[Exercise description]:
Check every line of the entries below for "white", and copy the lines that have it.
*** Opening of Supplied records ***
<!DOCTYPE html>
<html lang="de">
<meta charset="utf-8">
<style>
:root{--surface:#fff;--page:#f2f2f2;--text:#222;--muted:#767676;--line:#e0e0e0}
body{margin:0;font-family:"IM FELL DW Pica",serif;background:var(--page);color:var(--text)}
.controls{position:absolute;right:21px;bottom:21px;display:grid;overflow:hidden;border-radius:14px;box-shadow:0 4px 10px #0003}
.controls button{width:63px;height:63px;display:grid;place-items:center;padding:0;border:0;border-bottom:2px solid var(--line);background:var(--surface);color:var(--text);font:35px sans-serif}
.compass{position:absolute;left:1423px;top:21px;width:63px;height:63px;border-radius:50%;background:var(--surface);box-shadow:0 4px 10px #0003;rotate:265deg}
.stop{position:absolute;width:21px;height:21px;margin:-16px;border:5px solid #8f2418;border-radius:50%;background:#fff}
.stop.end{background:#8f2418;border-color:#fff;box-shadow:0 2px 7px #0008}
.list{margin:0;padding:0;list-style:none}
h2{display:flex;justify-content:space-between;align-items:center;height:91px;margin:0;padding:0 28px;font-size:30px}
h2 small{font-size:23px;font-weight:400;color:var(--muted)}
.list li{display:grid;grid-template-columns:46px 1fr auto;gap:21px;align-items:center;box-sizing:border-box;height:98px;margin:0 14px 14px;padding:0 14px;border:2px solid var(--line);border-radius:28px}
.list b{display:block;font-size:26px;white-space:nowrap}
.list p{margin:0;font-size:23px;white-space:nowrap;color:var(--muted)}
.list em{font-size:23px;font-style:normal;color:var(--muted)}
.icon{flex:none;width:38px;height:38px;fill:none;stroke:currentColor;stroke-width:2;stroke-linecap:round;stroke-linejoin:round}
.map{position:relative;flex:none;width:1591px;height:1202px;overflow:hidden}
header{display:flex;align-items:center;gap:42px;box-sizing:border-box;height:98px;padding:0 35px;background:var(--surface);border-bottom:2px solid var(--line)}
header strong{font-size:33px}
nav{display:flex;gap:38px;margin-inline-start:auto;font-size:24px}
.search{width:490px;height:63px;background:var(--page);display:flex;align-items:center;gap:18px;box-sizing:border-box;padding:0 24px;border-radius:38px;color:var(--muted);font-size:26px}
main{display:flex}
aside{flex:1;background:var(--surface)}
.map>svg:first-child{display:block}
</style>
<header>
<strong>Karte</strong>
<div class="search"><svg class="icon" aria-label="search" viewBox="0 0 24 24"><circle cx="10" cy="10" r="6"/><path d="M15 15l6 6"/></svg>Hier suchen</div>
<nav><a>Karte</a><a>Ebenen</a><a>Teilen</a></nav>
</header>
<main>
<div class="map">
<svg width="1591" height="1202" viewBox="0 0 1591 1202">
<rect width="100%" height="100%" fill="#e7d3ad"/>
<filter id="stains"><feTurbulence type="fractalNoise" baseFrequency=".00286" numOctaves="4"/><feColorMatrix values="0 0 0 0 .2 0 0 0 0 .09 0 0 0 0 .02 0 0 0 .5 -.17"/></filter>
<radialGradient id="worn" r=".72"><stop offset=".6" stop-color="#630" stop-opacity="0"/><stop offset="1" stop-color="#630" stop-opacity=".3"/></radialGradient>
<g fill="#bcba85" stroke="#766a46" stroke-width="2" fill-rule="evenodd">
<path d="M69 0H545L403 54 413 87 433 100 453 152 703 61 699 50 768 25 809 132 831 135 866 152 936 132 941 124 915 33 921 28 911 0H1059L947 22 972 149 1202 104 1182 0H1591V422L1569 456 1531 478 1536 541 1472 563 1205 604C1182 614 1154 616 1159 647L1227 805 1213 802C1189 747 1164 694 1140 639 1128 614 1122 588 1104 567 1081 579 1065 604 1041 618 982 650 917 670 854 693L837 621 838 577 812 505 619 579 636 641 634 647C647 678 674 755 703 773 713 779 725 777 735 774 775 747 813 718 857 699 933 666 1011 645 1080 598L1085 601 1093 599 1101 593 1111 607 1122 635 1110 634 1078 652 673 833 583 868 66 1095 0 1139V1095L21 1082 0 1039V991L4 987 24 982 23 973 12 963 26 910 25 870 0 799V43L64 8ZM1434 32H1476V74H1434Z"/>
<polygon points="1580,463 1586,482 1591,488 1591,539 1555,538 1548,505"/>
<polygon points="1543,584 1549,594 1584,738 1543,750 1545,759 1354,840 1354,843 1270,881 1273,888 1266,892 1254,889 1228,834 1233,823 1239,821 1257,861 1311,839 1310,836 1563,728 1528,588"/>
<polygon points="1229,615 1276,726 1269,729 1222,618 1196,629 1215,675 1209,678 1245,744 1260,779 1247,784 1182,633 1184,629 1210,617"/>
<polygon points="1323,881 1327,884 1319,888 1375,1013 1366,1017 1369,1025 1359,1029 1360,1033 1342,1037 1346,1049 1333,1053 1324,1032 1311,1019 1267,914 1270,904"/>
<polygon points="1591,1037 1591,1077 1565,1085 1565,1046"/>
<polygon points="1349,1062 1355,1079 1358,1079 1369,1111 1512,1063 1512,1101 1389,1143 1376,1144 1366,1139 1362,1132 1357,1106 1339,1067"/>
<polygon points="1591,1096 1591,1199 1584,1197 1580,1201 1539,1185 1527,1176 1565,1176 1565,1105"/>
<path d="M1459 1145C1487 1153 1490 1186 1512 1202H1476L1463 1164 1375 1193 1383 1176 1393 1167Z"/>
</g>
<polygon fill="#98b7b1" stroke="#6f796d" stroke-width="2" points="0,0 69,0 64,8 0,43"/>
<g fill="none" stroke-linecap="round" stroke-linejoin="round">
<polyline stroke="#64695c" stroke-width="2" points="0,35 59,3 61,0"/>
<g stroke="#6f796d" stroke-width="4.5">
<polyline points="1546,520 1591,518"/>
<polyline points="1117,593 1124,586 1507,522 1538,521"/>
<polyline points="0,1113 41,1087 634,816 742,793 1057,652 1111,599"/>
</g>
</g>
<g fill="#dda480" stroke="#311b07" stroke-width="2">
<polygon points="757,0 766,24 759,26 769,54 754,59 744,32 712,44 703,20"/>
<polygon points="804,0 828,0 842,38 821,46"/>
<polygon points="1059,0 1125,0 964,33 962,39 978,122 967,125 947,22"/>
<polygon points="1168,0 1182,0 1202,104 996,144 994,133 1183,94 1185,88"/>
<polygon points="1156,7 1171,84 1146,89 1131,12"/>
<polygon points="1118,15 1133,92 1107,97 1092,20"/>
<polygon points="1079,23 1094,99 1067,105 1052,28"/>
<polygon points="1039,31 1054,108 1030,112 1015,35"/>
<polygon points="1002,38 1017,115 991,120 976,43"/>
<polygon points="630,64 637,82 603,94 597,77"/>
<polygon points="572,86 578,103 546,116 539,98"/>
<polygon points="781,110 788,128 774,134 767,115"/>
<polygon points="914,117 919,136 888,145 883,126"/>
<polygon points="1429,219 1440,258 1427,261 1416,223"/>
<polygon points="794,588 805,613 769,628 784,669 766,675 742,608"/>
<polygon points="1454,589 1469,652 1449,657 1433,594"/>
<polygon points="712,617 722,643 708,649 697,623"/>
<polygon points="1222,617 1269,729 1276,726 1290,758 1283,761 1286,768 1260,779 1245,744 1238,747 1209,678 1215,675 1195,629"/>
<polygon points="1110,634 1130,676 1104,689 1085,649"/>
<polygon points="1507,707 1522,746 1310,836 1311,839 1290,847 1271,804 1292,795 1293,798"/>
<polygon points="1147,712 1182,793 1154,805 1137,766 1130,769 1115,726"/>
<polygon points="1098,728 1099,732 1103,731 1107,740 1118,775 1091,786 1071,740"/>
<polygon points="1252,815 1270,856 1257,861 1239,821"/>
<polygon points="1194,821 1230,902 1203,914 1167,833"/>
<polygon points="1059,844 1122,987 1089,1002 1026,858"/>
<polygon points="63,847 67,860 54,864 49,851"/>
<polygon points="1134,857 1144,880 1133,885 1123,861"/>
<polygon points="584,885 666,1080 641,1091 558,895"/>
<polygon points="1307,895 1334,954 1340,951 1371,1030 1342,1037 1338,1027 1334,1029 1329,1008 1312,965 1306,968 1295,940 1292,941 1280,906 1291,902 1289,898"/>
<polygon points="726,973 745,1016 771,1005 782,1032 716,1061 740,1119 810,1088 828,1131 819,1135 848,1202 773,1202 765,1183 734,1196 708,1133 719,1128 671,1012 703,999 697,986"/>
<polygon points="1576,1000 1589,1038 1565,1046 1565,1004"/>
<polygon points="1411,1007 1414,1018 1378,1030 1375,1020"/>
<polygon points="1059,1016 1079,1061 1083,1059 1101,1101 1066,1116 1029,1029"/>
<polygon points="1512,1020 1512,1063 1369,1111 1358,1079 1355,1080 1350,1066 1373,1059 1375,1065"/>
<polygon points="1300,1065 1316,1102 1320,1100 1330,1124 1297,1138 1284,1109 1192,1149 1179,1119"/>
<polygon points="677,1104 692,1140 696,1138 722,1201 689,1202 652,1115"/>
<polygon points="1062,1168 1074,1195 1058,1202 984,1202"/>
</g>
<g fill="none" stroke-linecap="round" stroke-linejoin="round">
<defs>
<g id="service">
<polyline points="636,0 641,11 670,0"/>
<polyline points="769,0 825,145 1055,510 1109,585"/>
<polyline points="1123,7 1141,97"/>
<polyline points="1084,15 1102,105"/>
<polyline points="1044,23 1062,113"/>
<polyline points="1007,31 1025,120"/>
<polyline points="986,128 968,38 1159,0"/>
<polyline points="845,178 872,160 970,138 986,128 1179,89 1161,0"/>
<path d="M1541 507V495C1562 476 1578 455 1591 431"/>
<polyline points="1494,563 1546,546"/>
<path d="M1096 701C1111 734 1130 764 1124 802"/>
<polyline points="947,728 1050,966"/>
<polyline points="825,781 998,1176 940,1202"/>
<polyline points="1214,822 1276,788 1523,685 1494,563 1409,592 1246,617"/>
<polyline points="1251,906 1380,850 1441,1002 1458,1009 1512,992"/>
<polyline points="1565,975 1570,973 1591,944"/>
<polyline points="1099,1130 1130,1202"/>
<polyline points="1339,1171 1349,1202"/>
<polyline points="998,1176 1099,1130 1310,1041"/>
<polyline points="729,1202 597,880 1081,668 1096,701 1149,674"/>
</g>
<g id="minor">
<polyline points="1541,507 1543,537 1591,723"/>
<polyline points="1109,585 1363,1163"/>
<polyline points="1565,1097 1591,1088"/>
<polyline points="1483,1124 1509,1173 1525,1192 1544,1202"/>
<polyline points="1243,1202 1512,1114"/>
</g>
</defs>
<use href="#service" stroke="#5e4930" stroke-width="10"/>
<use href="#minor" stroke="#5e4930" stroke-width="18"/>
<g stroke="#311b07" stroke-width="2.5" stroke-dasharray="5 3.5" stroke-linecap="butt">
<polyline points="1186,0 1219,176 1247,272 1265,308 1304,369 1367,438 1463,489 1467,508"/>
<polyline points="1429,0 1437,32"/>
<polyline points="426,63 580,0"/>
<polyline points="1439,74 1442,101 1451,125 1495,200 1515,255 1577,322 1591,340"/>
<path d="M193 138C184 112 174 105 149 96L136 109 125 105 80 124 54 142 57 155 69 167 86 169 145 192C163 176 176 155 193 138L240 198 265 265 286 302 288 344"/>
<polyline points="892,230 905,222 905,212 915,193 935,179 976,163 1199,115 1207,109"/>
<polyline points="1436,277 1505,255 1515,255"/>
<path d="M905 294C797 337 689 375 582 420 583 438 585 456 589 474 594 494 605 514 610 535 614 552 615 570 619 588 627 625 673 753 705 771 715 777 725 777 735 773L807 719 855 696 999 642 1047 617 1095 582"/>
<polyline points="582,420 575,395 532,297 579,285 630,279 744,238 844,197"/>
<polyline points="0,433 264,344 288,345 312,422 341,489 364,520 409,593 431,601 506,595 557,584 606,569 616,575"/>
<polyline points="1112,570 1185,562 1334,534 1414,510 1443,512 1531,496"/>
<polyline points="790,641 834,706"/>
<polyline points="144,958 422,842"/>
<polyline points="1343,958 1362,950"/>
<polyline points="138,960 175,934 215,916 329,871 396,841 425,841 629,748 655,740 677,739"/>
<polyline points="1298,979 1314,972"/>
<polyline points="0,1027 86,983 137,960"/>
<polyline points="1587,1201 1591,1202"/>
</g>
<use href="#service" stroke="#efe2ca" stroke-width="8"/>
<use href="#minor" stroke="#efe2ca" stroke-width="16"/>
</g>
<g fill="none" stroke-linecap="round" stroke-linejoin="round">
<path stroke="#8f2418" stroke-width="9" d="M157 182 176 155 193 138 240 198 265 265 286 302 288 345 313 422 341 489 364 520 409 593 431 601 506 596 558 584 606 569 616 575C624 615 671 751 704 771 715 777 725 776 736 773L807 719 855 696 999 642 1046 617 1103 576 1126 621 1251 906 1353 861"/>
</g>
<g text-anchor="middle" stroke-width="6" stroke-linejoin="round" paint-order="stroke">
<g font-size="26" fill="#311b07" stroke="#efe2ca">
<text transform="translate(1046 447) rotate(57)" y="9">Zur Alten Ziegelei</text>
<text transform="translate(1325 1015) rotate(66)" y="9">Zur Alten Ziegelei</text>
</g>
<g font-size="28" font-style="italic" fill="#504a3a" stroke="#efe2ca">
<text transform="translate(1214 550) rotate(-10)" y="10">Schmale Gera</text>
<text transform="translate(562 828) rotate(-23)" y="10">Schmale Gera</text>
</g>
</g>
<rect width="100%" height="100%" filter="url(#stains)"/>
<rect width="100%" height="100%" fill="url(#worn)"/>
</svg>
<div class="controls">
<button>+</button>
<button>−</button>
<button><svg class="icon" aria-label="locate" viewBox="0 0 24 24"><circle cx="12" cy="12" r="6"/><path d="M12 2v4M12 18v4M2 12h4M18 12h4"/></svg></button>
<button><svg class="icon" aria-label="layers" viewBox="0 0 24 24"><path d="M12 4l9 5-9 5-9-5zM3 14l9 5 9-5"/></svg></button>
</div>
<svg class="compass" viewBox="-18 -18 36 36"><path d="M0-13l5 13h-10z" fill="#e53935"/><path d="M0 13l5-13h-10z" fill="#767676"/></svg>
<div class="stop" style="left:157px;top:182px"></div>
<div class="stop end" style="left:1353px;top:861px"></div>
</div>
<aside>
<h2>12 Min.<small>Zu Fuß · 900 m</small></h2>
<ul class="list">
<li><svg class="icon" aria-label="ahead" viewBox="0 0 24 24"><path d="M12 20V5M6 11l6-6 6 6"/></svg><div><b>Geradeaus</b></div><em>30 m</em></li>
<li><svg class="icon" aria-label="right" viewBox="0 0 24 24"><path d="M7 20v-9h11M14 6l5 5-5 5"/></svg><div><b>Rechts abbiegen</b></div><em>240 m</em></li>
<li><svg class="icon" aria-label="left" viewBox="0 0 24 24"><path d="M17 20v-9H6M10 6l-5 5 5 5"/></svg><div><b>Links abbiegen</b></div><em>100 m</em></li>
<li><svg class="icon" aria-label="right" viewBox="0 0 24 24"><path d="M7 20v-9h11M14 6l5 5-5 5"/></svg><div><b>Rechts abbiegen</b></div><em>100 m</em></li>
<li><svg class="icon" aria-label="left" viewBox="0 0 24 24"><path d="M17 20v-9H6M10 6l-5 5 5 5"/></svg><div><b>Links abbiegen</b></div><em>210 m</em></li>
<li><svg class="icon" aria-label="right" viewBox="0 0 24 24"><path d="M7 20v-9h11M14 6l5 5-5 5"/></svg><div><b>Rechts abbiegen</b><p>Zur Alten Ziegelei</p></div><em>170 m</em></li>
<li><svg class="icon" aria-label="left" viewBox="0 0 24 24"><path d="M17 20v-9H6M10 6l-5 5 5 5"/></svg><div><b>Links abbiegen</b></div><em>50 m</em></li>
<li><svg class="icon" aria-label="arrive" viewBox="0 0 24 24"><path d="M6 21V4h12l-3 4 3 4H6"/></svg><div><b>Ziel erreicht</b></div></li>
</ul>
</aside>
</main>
*** Close of Supplied records ***
[Response area]:
.list b{display:block;font-size:26px;white-space:nowrap}
.list p{margin:0;font-size:23px;white-space:nowrap;color:var(--muted)}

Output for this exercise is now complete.